** PROVIDED RECORDS follows **
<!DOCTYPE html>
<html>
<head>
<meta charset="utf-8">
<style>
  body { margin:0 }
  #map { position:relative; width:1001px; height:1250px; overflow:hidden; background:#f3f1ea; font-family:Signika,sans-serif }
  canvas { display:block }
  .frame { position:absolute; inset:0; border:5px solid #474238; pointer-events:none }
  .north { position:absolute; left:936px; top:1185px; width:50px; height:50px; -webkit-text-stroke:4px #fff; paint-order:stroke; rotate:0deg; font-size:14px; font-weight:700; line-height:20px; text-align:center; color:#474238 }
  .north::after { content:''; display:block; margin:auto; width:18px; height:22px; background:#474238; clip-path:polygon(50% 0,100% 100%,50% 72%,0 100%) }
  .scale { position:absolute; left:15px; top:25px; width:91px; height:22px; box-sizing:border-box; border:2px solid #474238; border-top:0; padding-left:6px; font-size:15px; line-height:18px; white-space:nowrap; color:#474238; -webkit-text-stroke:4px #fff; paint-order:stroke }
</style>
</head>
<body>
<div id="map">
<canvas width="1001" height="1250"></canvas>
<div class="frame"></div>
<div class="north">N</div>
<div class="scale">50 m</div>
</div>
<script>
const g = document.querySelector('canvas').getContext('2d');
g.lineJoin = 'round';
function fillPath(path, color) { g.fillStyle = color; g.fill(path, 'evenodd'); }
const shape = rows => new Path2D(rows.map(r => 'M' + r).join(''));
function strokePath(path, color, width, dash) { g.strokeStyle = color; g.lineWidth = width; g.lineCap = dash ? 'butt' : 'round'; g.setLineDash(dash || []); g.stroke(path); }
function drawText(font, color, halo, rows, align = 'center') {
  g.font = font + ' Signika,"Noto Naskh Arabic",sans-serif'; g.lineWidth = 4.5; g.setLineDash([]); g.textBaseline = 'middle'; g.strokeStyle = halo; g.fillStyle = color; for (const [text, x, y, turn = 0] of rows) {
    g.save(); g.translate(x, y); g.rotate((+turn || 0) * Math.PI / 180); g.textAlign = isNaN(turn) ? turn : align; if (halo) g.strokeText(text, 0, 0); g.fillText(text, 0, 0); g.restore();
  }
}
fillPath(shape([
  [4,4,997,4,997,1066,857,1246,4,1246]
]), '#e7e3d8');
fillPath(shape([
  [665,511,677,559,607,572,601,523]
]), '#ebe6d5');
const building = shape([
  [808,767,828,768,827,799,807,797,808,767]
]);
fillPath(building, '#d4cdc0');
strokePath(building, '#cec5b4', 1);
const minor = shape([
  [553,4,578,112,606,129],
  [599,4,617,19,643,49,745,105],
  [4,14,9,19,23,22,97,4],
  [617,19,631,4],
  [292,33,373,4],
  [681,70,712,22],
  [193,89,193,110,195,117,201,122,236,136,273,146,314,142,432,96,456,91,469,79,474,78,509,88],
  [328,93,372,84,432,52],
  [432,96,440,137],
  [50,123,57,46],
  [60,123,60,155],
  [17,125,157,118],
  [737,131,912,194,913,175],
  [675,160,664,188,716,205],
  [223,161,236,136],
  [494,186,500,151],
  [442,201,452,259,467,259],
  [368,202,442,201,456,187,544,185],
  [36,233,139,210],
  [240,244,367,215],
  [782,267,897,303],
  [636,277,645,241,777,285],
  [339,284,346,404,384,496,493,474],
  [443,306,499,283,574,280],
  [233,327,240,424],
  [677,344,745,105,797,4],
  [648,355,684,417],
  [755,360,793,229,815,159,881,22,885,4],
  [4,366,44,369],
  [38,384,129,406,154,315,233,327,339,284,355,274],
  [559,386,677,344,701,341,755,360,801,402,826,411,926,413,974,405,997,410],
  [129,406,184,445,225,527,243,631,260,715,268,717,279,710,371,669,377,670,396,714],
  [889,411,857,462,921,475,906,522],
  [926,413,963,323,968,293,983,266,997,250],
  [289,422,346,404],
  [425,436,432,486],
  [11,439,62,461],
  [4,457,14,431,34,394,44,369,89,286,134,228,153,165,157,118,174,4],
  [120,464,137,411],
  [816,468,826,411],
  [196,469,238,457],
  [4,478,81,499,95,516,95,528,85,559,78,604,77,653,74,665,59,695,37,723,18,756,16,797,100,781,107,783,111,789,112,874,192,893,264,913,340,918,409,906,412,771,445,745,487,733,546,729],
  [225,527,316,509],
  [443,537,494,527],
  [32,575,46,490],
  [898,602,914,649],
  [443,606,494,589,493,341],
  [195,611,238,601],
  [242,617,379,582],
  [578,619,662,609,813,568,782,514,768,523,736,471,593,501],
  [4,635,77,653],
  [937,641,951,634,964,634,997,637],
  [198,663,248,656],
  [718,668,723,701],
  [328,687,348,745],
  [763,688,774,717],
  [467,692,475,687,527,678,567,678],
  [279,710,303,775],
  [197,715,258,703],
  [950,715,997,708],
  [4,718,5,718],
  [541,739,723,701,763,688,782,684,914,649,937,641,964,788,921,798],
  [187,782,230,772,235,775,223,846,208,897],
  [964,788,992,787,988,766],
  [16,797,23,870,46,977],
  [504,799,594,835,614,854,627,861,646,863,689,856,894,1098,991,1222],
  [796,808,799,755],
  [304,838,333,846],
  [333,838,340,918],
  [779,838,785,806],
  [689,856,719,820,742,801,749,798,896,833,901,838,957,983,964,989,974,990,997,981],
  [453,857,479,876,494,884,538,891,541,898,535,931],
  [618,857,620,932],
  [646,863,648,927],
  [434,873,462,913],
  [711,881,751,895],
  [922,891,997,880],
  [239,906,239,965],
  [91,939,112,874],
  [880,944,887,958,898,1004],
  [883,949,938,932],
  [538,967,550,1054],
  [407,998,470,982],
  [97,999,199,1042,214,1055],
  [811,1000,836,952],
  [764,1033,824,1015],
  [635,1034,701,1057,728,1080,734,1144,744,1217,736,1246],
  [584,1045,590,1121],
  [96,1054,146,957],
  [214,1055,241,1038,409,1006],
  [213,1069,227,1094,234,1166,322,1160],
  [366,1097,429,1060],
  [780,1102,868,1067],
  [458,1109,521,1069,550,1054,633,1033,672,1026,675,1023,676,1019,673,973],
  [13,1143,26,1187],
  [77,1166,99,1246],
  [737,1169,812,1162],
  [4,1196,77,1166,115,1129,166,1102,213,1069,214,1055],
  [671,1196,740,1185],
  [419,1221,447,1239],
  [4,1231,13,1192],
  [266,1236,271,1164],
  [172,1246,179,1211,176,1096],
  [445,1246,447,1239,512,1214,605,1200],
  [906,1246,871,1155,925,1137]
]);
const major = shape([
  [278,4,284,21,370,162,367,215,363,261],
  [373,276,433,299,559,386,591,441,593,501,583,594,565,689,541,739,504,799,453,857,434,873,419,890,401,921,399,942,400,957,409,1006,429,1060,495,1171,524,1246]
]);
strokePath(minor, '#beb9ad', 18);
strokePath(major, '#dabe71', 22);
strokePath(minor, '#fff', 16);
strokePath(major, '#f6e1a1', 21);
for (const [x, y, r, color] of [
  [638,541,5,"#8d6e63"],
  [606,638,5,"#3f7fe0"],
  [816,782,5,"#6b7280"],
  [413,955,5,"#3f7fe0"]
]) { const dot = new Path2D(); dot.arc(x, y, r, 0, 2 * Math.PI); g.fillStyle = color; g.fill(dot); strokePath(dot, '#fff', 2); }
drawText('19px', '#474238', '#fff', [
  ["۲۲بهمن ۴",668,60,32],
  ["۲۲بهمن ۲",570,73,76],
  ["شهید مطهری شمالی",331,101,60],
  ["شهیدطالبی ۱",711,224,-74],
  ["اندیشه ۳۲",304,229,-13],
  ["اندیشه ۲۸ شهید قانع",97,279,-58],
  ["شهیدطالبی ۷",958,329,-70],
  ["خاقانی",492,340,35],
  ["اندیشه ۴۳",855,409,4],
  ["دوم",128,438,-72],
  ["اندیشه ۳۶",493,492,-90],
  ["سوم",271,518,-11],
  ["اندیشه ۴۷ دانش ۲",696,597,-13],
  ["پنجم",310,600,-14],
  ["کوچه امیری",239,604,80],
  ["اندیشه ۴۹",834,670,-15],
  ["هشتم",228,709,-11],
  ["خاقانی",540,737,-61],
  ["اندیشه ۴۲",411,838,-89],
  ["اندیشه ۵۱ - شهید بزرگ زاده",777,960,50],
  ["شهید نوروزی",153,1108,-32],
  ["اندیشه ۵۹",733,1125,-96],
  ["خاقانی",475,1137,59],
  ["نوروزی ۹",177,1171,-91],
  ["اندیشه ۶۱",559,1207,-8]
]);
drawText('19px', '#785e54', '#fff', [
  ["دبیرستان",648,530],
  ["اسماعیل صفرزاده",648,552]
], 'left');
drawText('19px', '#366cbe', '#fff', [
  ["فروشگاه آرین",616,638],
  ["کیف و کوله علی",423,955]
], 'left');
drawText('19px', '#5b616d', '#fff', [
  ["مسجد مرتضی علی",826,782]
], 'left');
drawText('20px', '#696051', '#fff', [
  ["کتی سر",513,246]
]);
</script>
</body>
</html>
** End of PROVIDED RECORDS **
Each line in the records above with "canvas" must be returned.

### EXERCISE RESULT
  canvas { display:block }
<canvas width="1001" height="1250"></canvas>
const g = document.querySelector('canvas').getContext('2d');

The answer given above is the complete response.